Lui non era Mario Ferretti e l’uomo solo al comando non aveva la maglia biancoceleste. Lui era Claudio Ferretti e l’uomo al comando era Fausto, come Coppi. Così dicevano i cartelli d’incoraggiamento per Fausto Bertoglio, vincitore del Giro d’Italia del 1975 almeno quanto lo fu, per quell’edizione, il radiocronista della Rai che se n’è andato il 22 maggio 2020. Per problemi di diritti televisivi quell’edizione non fu trasmessa in diretta televisiva dalla Rai, che mandò in onda solo delle sintesi notturne. Erano tutti alla radio. Tutti i migliori radiocronisti, tutti gli appassionati. In sette milioni, ancora oggi un record, ascoltarono la diretta della tappa dello Stelvio.
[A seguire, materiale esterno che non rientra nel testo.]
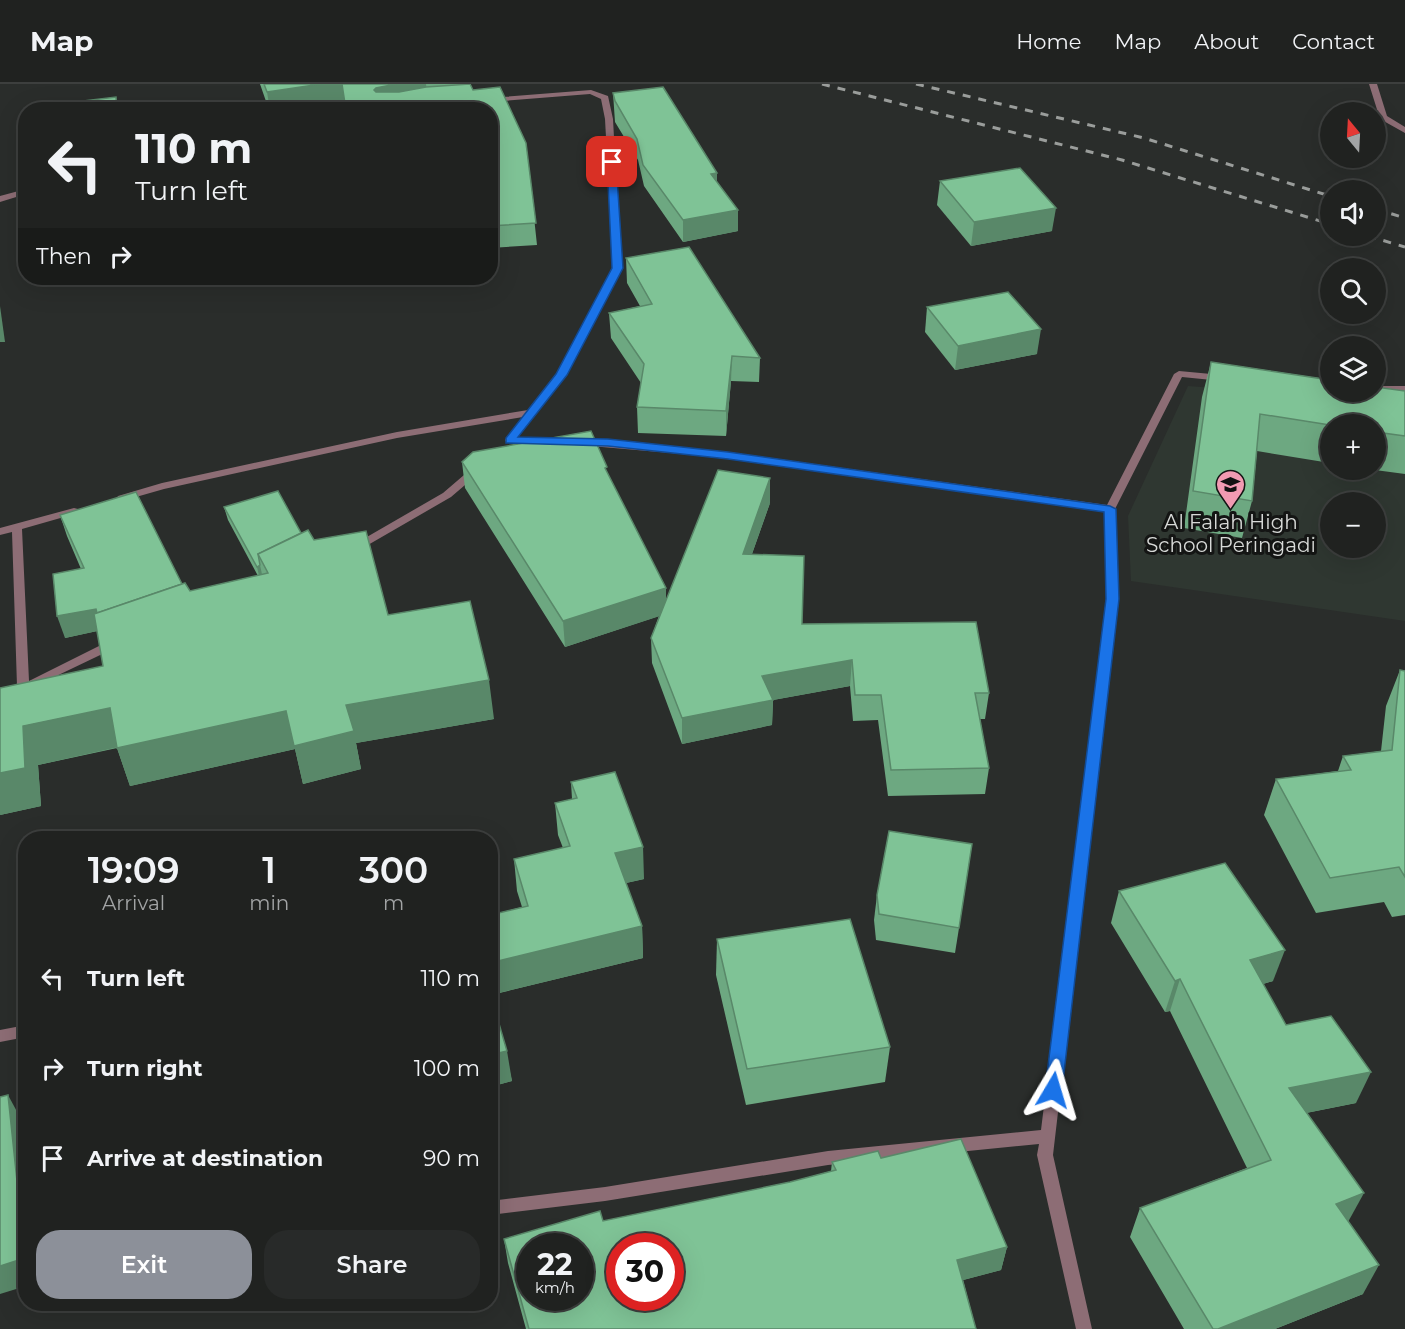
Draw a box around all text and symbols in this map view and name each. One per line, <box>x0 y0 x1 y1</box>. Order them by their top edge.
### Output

Merckx, Baronchelli e Battaglin.
Qualche anno fa le teche Rai ripescarono le immagini da cui furono ricavate le differite e Raisport mostrò quindi le immagini mai viste di quel giro. Chissà se erano come se l’erano immaginate i sette milioni all’ascolto quando Ferretti annunciava i “27 tornanti all’arrivo”. La notizia della morte di Ferretti ci ha fatto tornare in mente quelle immagini e la storia di quel Giro. Era stato disegnato nel tentativo di mettere in difficoltà chi lo vinceva da tre anni, Eddy Merckx, che però non si presentò. Gli arrivi in quota e le cronoscalate erano cucite su misura per Giambattista Baronchelli, che ancora non era famoso per essere “uno che mangiava i soldi in tasca agli scommettitori”, come lo definì Bruno Raschi.
Sorpresa
Baronchelli non va. Il 29 maggio in maglia rosa c’è lo spagnolo Francisco Galdos. La indossa dalla quarta tappa. L’unica speranza per tornare a un successo italiano, che manca dal 1969 (Gimondi), era Giovanni Battaglin, capitano della Jolly Ceramica. E il 29 maggio in effetti si prende tappa e maglia. Il giorno dopo, però, nella cronoscalata anti-Merckx, crolla. Chi vola invece è il suo compagno di squadra, Bertoglio. Fausto, come Coppi con Bartali, supera il suo capitano e si mette la maglia rosa. Anche Galdos è dietro. “Ma chi è questo?”, sembra chiedersi. Molti non sanno neanche che faccia ha, a meno che non vedano la differita serale.
Fausto, come Coppi
….è uno di poche parole. E’ un gregario che fa gruppo, bravo a suonare la chitarra, che non ha grandi vittorie alle spalle, dicono abbia un ottimo colpo di pedale ma che non sia portato per fare il capitano. E’ pure in imbarazzo ora che Battaglin diventa il suo gregario. Preferisce stare nell’ombra, ma ora si trova sotto i riflettori. Non quelli delle telecamere e probabilmente questo lo aiuta. Però a volte succede, nello sport. Bertoglio non ha il tempo di pensare alla responsabilità, lo ammazza andando il più forte possibile. Arrivando il 7 giugno 1975 alla base dello Stelvio con 41 secondi di vantaggio su Galdos. Che è forte, ma non è certo Contador.
“27 tornanti”
urla nel microfono della radio Ferretti. Per arrivare a 2757 metri di altitudine. Dopo essere passati per altri tre gran premi della montagna. Cedono tutti, tranne Bertoglio e Galdos. Che deve provarci ora, o mai più. Scatta, si ferma, scatta ancora, si alza sui pedali, ci riprova. Fausto, non come Coppi, non vuole l’uomo solo al comando, anche perché non sarebbe lui. Lascia vincere la tappa allo spagnolo, secondo un codice non scritto del ciclismo. La maglia rosa resta sulle spalle di Bertoglio e il Giro torna ad avere il suo vincitore italiano, anche se non è né Baronchelli, né Battaglin, né Gimondi, terzo. Le telecamere vanno su Fausto, come Coppi, Bertoglio. In Rai lo vedono solo in differita. Vincerà solo un’altra corsa prima della fine della carriera. Non è abituato alle telecamere e, tutto sommato, è il vincitore più giusto per il Giro senza diretta televisiva.
Non è stato solo al comando, come Fausto, e infatti non è stato raccontato da Mario Ferretti, ma da Claudio.